Tord Romstad wrote:Hi all,
My first SMP version of Glaurung is now mostly finished (it will need a few weeks of polishing before it is ready for a public release, though). The code is still quite simple and not very general, and will not work with more than 2 CPUs. After much consideration I ended up using threads rather than processes. It just seemed simpler and cleaner to me this way.
Writing the SMP version was a much easier and less time-consuming task than I had imagined. I spent a couple of hours last weekend eliminating global variables and adding new parameters to a few functions, and another couple of hours last night writing and debugging the parallell search itself (a simple implementation of YBWC). The parallell search speedup seems reasonably good, in the few test positions I have tried so far I get an average speedup somewhere around 1.7-2.0. How well it works in games remains to be seen. I am sure there are lots of unexpected bugs and problems waiting to be found.
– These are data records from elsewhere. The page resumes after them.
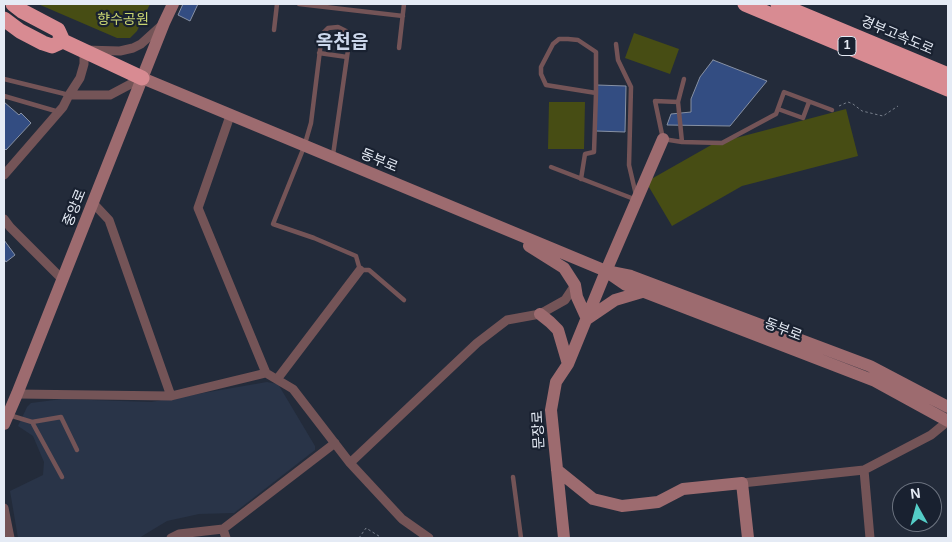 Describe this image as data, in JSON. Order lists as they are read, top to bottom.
{
  "streets": {
    "highway": ["경부고속도로", "1"],
    "street": ["동부로", "중앙로", "문장로"]
  },
  "crossings": [
    ["동부로", "중앙로"],
    ["동부로", "문장로"]
  ],
  "districts": ["옥천읍"],
  "parks": ["향수공원"],
  "north": "top"
}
A few questions to the more experienced SMP programmers:
- I currently don't split at the root. Adding this wouldn't be technically difficult, but it would make my code more complicated and messy. How much can I expect to gain by splitting at the root? Is it worth doing?
- If I should split at the root, how am I supposed to use the "info currmove" command in the UCI interface? How do I tell the GUI that CPU 1 is searching the move 1. e4, while CPU 2 is searching the move 1. d4?
- The main transposition table should obviously be shared by all threads. But what do you do about the other hash tables (pawn hash table, evaluation hash table, etc.)? Should they be shared, or is it better to have a separate hash table for each thread? Currently I have chosen separate tables for each thread, in order to avoid too much locking and unlocking.
Tord
Hi,
Sorry for late reply. I hardly checkout this forum.
Feel free to email parallel questions. Not many people is expert here.
If a single split is very expensive then splitting at root makes sense. I remember vaguely Bob has to copy 44KB or so and in cray blitz he had to copy even 64KB for a single split. Something like that. In all other cases it doesn't make sense to split in root.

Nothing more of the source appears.